The strike, which began on 7pm on Tuesday of last week, is part of a fight for jobs and safety.
The action was at least as successful as the previous two. Once again, every line was affected with part and full suspensions and special services in place, while scores of stations were closed.
Despite bosses’ claims to be running a service, they were forced to cancel over 50 percent of trains on their special strike timetable, which was already much less than usual.
Around 10,000 members of the RMT and TSSA unions are fighting plans to slash 1,800 jobs across the tube network—which would hit the levels of safety and service.
There was a defiant mood on the picket lines with more workers turning out to picket than previously.
This followed the magnificent solidarity shown by more than 100 tube workers, including those in the drivers’ Aslef union, when they refused to work on safety grounds during the firefighters’ strike.
One picket told Socialist Worker, “We need to support union members everywhere, even if we are in different unions, as it is all part of the same fight.
“I think that every union should get together to strike, like they’ve been doing in France.
“The 7/7 inquest has shown how important tube staff are. We’re the ones that went into the tunnels to help people. Station staff are also important when people fall or throw themselves under a train.
“If they cut these jobs, who’s going to be there when there are major incidents?
“My position is one of those that has been ‘displaced’ so I don’t know if I’ll have a job in February. The managers aren’t telling me anything. So it’s good to see the guys here on the picket line backing me up.”
Another 24-hour strike is set to begin at 7pm on Sunday 28 November, and union members are discussing how to win the dispute.
A number of RMT branches passed a motion calling for the action to be extended to 48‑hours and to be coordinated with the firefighters.

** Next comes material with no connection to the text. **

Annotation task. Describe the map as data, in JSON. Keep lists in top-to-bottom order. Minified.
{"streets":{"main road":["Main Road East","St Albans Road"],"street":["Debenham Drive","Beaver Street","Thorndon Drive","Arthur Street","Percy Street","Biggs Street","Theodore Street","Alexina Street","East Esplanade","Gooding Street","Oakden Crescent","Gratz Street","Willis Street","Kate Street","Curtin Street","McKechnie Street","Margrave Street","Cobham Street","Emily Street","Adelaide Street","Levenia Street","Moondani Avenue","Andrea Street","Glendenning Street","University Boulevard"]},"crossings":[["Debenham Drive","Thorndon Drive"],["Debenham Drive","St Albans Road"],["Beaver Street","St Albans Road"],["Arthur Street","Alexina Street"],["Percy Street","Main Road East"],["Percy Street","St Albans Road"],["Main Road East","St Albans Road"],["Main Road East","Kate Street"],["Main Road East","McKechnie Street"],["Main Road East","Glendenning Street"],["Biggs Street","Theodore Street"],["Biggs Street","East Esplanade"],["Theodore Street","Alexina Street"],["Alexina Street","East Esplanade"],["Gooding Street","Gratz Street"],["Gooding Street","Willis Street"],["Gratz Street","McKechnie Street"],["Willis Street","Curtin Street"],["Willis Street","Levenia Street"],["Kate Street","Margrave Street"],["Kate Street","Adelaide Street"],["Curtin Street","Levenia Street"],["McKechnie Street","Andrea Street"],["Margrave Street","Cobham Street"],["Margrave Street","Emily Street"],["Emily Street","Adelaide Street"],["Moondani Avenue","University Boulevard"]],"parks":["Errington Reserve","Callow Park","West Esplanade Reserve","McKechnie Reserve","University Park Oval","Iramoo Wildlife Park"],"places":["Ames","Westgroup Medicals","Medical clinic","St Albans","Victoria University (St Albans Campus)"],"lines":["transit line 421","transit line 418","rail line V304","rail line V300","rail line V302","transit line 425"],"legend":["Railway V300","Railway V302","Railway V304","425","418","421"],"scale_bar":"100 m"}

While the second plank of this strategy no longer applies, many activists are still arguing for the length of the strikes to be increased.

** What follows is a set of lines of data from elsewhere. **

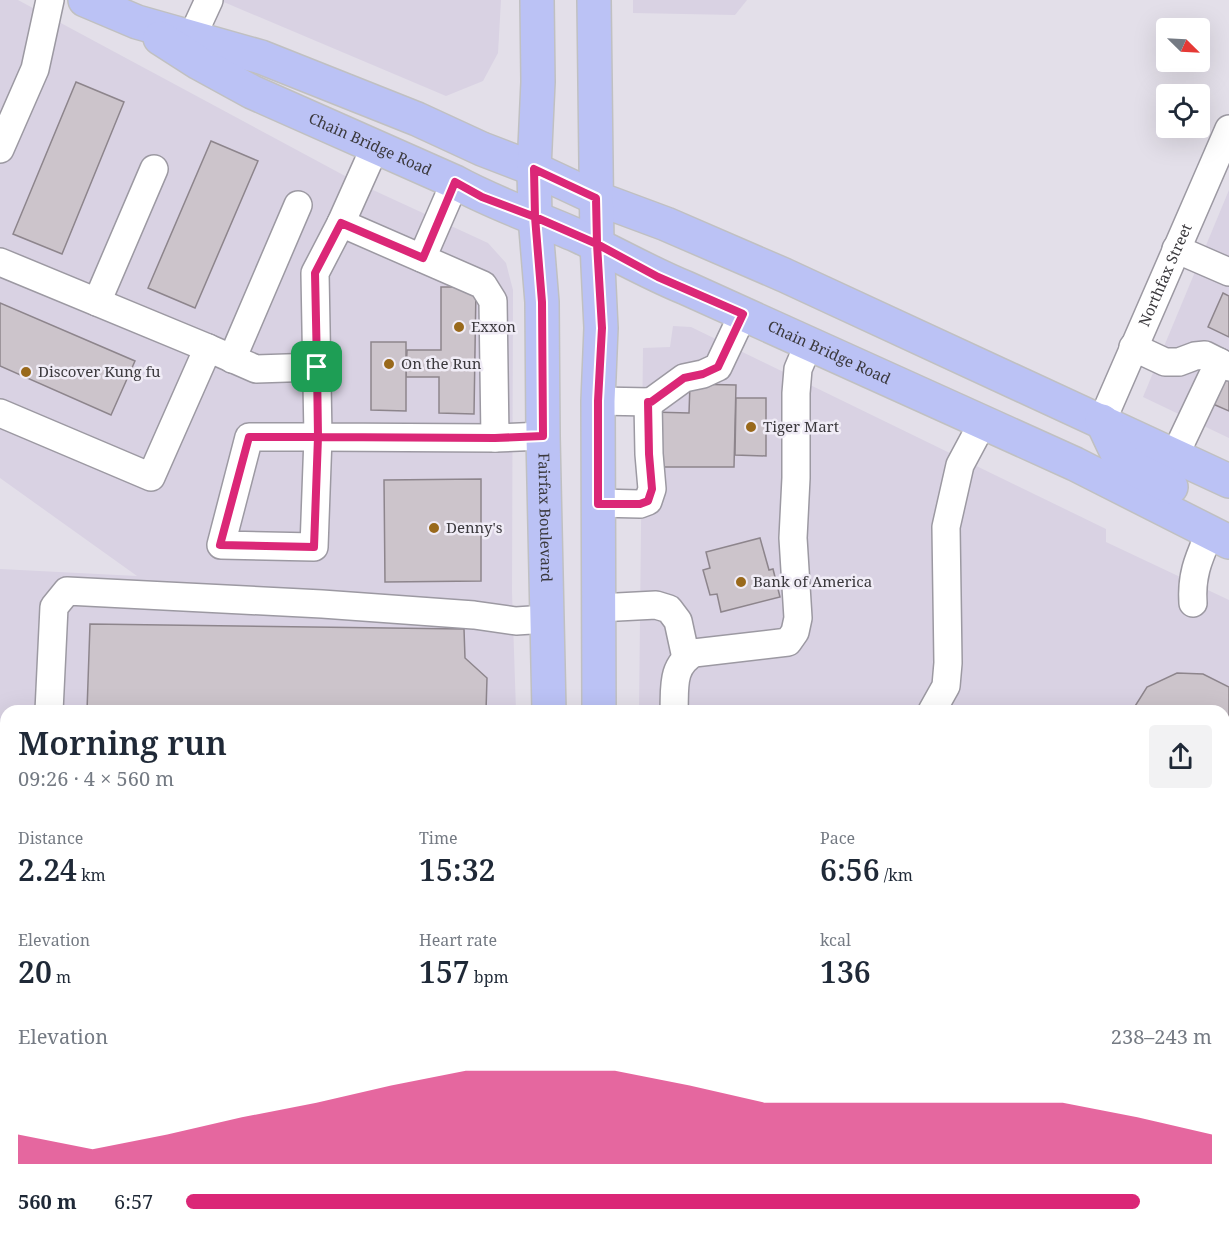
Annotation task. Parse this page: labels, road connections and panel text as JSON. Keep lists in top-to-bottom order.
{
  "streets": {
    "main road": ["Chain Bridge Road", "Fairfax Boulevard"],
    "street": ["Northfax Street"]
  },
  "crossings": [
    ["Chain Bridge Road", "Northfax Street"],
    ["Chain Bridge Road", "Fairfax Boulevard"]
  ],
  "places": [
    "Exxon",
    "On the Run",
    "Discover Kung fu",
    "Tiger Mart",
    "Denny's",
    "Bank of America"
  ],
  "north": "bottom right",
  "page": {
    "heading": ["Morning run", "09:26 · 4 × 560 m"],
    "stats": [
      ["Distance", "2.24 km"],
      ["Time", "15:32"],
      ["Pace", "6:56 /km"],
      ["Elevation", "20 m"],
      ["Heart rate", "157 bpm"],
      ["kcal", "136"]
    ],
    "chart": ["Elevation", "238–243 m"],
    "list": [
      {
        "name": "560 m",
        "note": "6:57"
      }
    ]
  }
}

“With a month’s gap between the strikes there is a danger of losing momentum in the dispute,” said another striker. “The union needs to come up with a positive plan to take it forward.
“There was an announcement that there would be no tube strikes over Christmas last week, without any discussion.
“The overtime ban is having an effect with managers running around trying to plug gaps in the service, but the union needs to push this dispute forward.”